Even the IEEE Standard for Antennas avoids a single, formal definition—because an antenna is not just a component.
It is the boundary between circuits, electromagnetics, and free space.
In practice, antenna failures rarely come from radiation physics alone. They come from:
- Unclear system boundaries
- Incorrect assumptions at the feed, interface, or environment
- Misalignment between RFIC, antenna, and system teams
- Validation performed too late—or against the wrong metrics
When this happens, performance gaps appear only after integration, certification, or field deployment—when fixes are most expensive.
ORTENGA’s Approach
ORTENGA treats the antenna as a system interface, not a standalone radiator.

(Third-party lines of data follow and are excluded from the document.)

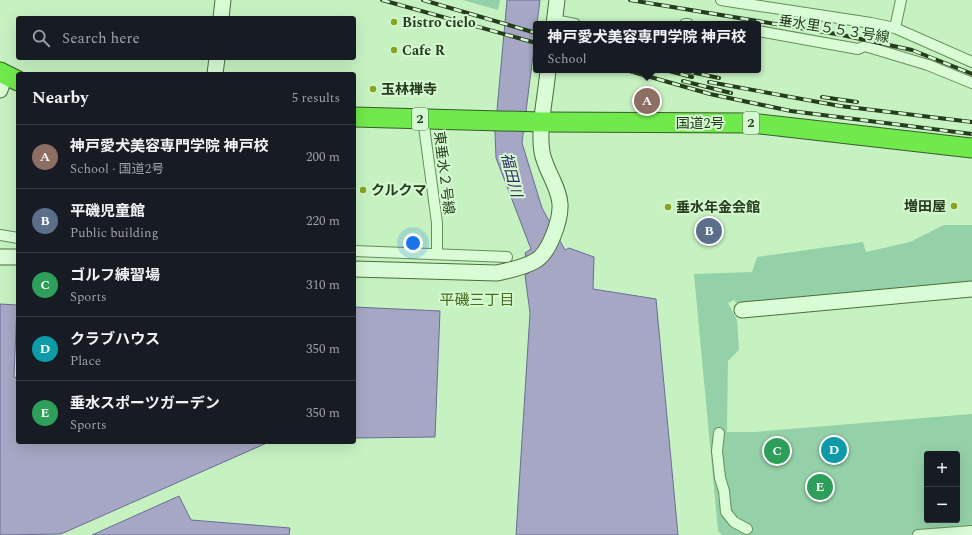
<!DOCTYPE html>
<html lang="en">
<head>
<meta charset="utf-8">
<style>
  body { margin:0; font-family:Spectral,"Noto Sans JP",serif; background:#20242c; color:#f1f3f6 }
  .controls { position:absolute; right:12px; bottom:12px; display:grid; overflow:hidden; border-radius:4px; box-shadow:0 4px 16px #0002 }
  .controls button { width:36px; height:36px; display:grid; place-items:center; padding:0; border:0; border-bottom:1px solid #363941; background:#171b24; color:#f1f3f6; font:20px sans-serif }
  .you { position:absolute; left:413px; top:243px; width:14px; height:14px; margin:-10px; border:3px solid #fff; border-radius:50%; background:#1a73e8; box-shadow:0 0 0 6px #1a73e833 }
  .badge { display:grid; place-items:center; width:26px; height:26px; border-radius:50%; background:#d93025; color:#fff; font-size:13px; font-weight:700 }
  .pin { position:absolute; translate:-50% -50%; border:2px solid #fff; box-shadow:0 1px 4px #0006 }
  .popup { position:absolute; left:533px; top:21px; width:228px; height:52px; box-sizing:border-box; display:grid; place-content:center; border-radius:4px; background:#171b24; filter:drop-shadow(0 1px 3px #0005); font-size:13px; white-space:nowrap; color:#9ea1a6 }
  .popup b { font-size:15px; color:#f1f3f6 }
  .popup::after { content:''; position:absolute; left:50%; top:100%; margin-left:-8px; border:8px solid transparent; border-top-color:#171b24 }
  .list { margin:0; padding:0; list-style:none }
  h2 { display:flex; justify-content:space-between; align-items:center; height:52px; margin:0; padding:0 16px; font-size:17px }
  h2 small { font-size:13px; font-weight:400; color:#9ea1a6 }
  .list li { display:grid; grid-template-columns:26px 1fr auto; gap:12px; align-items:center; box-sizing:border-box; height:64px; padding:0 16px; border-top:1px solid #363941 }
  .list b { display:block; font-size:15px; white-space:nowrap }
  .list p { margin:0; font-size:13px; white-space:nowrap; color:#9ea1a6 }
  .list em { font-size:13px; font-style:normal; color:#9ea1a6 }
  .icon { flex:none; width:22px; height:22px; fill:none; stroke:currentColor; stroke-width:2; stroke-linecap:round; stroke-linejoin:round }
  .map { position:relative; flex:none; width:972px; height:535px; overflow:hidden }
  .search { position:absolute; background:#171b24; box-shadow:0 4px 16px #0002; left:16px; top:16px; width:340px; height:44px; display:flex; align-items:center; gap:10px; box-sizing:border-box; padding:0 14px; border-radius:4px; color:#9ea1a6; font-size:15px }
  .panel { position:absolute; background:#171b24; box-shadow:0 4px 16px #0002; left:16px; top:72px; width:340px; height:372px; border-radius:4px }
  .map>svg:first-child { display:block }
  .green { fill:#94d1a8; fill-rule:evenodd }
  .water { fill:#a5a7c4; stroke:#6a6c93 }
  .lines { fill:none; stroke-linecap:round; stroke-linejoin:round }
  .street-casing { stroke:#658e57; stroke-width:12 }
  .secondary-casing { stroke:#4a6f3a; stroke-width:17 }
  .highway-casing { stroke:#3b5b2c; stroke-width:21 }
  .street { stroke:#d9fcd6; stroke-width:10 }
  .secondary { stroke:#d9fcd6; stroke-width:15 }
  .highway { stroke:#6fe94b; stroke-width:19 }
  .rail-casing { stroke:#263c1d; stroke-width:4 }
  .rail { stroke:#d5f9d2; stroke-width:2.5; stroke-dasharray:8; stroke-linecap:butt }
  .poi-dot { fill:#88a221; stroke:#d5f9d2; stroke-width:1.5 }
  .labels { text-anchor:middle; dominant-baseline:central; stroke-width:4; stroke-linejoin:round; paint-order:stroke }
  .shield { fill:#d5f9d2; stroke:#5a7553; stroke-width:1 }
  .shield-label { font-size:13px; font-weight:bold; fill:#263c1d }
  .poi-label { font-size:14px; font-weight:bold; fill:#263c1d; stroke:#d5f9d2; text-anchor:start }
  .street-label { font-size:14px; fill:#263c1d; stroke:#d5f9d2 }
  .water-label { font-size:15px; font-style:italic; fill:#322b5d; stroke:#d5f9d2 }
  .neighbourhood-label { font-size:15px; fill:#496d18; stroke:#d5f9d2 }
</style>
</head>
<body>
<div class="map">
<svg width="972" height="535" viewBox="0 0 972 535">
  <rect width="100%" height="100%" fill="#c6f2c2"/>
  <path class="green" d="M463,0H500L498,10Z
    M944,225H972V284L738,305L734,300L728,303L737,320L739,350L728,361L727,432H754L972,414V535H722L718,531L694,274L752,272L757,257L863,242L866,252L910,242ZM927,454H957V520H927Z"/>
  <path class="water" d="M507,0H540L522,143L542,208L565,250L569,248L594,257L593,289L656,299L678,535H516L530,313L525,275L529,273L525,253L531,249L496,158L495,132Z
    M0,304L17,305L14,377L18,378V442H269L61,534L0,535Z
    M354,307L440,311L435,437L354,438Z
    M179,496L191,520L290,528L289,535H92Z"/>
  <g class="lines">
    <g class="street-casing">
      <path id="street" d="M721,0L871,23L895,28L972,62
        M554,20L575,24
        M685,24H688
        M895,28L901,0
        M758,31L858,49L865,46L928,65L972,83
        M423,119L437,223V254
        M0,235L18,238
        M354,251L507,257
        M719,433L717,451L720,478L724,491L726,512L734,522L747,529
        M918,535L972,531"/>
    </g>
    <g class="secondary-casing">
      <path id="secondary" d="M221,18L223,0
        M554,24L557,0
        M215,74L217,58
        M0,90L5,75
        M0,257H18
        M354,269L497,273C510,270 523,268 535,261C549,254 561,220 560,204C559,186 545,170 542,152C538,128 546,95 548,70
        M742,310L972,289"/>
    </g>
    <g class="highway-casing">
      <path id="highway" d="M0,72L18,81
        M354,117L542,122L751,123L972,148"/>
    </g>
    <use href="#street" class="street"/>
    <use href="#secondary" class="secondary"/>
    <use href="#highway" class="highway"/>
    <g class="rail-casing">
      <path id="rail" d="M382,0L536,43
        M423,0L536,33
        M630,0L842,35L912,50L972,74
        M626,70L710,94L791,111L972,134
        M665,70L692,77
        M686,71L719,78
        M683,81L731,93
        M709,82L840,106L972,122
        M822,97L857,102"/>
    </g>
    <use href="#rail" class="rail"/>
  </g>
  <g class="poi-dot">
    <circle cx="394" cy="22" r="4"/>
    <circle cx="394" cy="50" r="4"/>
    <circle cx="373" cy="89" r="4"/>
    <circle cx="363" cy="190" r="4"/>
    <circle cx="954" cy="206" r="4"/>
    <circle cx="668" cy="207" r="4"/>
  </g>
  <g class="labels">
    <g class="shield">
      <rect x="412" y="108" width="16" height="22" rx="3"/>
      <rect x="743" y="112" width="16" height="22" rx="3"/>
    </g>
    <g class="shield-label">
      <text x="420" y="119">2</text>
      <text x="751" y="123">2</text>
    </g>
    <g class="poi-label">
      <text x="402" y="22">Bistro cielo</text>
      <text x="402" y="50">Cafe R</text>
      <text x="381" y="89">玉林禅寺</text>
      <text x="371" y="190">クルクマ</text>
      <text x="946" y="206" text-anchor="end">増田屋</text>
      <text x="676" y="207">垂水年金会館</text>
    </g>
    <g class="street-label">
      <text transform="translate(834 29) rotate(9)">垂水里５５３号線</text>
      <text x="700" y="123">国道2号</text>
      <text transform="translate(444 173) rotate(83)">東垂水２号線</text>
    </g>
    <g class="water-label">
      <text transform="translate(511 175) rotate(76)">福田川</text>
    </g>
    <g class="neighbourhood-label">
      <text x="477" y="300">平磯三丁目</text>
    </g>
  </g>
</svg>
<div class="controls">
<button>+</button>
<button>−</button>
</div>
<div class="you"></div>
<div class="pin badge" style="left:647px;top:101px;background:#8d6e63">A</div>
<div class="popup"><b>神戸愛犬美容専門学院 神戸校</b>School</div>
<div class="pin badge" style="left:709px;top:231px;background:#5c6f8a">B</div>
<div class="pin badge" style="left:777px;top:451px;background:#2e9e5b">C</div>
<div class="pin badge" style="left:834px;top:450px;background:#0f9aa8">D</div>
<div class="pin badge" style="left:820px;top:487px;background:#2e9e5b">E</div>
<div class="search"><svg class="icon" aria-label="search" viewBox="0 0 24 24"><circle cx="10" cy="10" r="6"/><path d="M15 15l6 6"/></svg>Search here</div>
<section class="panel">
<h2>Nearby<small>5 results</small></h2>
<ul class="list">
<li><span class="badge" style="background:#8d6e63">A</span><div><b>神戸愛犬美容専門学院 神戸校</b><p>School · 国道2号</p></div><em>200 m</em></li>
<li><span class="badge" style="background:#5c6f8a">B</span><div><b>平磯児童館</b><p>Public building</p></div><em>220 m</em></li>
<li><span class="badge" style="background:#2e9e5b">C</span><div><b>ゴルフ練習場</b><p>Sports</p></div><em>310 m</em></li>
<li><span class="badge" style="background:#0f9aa8">D</span><div><b>クラブハウス</b><p>Place</p></div><em>350 m</em></li>
<li><span class="badge" style="background:#2e9e5b">E</span><div><b>垂水スポーツガーデン</b><p>Sports</p></div><em>350 m</em></li>
</ul>
</section>
</div>
</body>
</html>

We analyze antennas from three synchronized perspectives:
- Electromagnetic: guided waves transitioning to radiated fields
- Circuit: impedance transformation from transmission line to free space
- System: interaction with packaging, platform, environment, and use case
This unified view ensures antenna decisions align with real system constraints, not isolated simulations.
Our Antenna Services
Antenna Design Audit
- Independent review of antenna architecture, assumptions, and models
- Verification of near-field and far-field boundaries
- Feed, impedance, and matching network evaluation
- Identification of hidden risk before tape-out or fabrication
Antenna Design & Development
- Concept-to-implementation antenna design
- Integration with RFIC, front-end, and packaging constraints
- Performance optimization across bandwidth, efficiency, and environment
- OTA readiness for certification and deployment
System-Level Validation
- Correlation of simulation, lab, and OTA measurements
- Verification against use-case-driven KPIs
- Clear documentation for SoWs, customer deliverables, and internal reviews
Where ORTENGA Delivers the Most Value
- Mobile and terrestrial wireless (4G, 5G, emerging 6G)
- Radar and sensing systems
- SATCOM platforms (GEO and LEO)
- Custom RF and mixed-signal hardware programs
Whether you are validating first hardware, resolving unexpected performance gaps, or preparing for scale, ORTENGA provides technical clarity where definitions break down.
ORTENGA provides structured engineering leadership across antenna architecture, realization planning, integration, and deployment validation to reduce downstream realization risk and improve alignment between engineering execution and business objectives.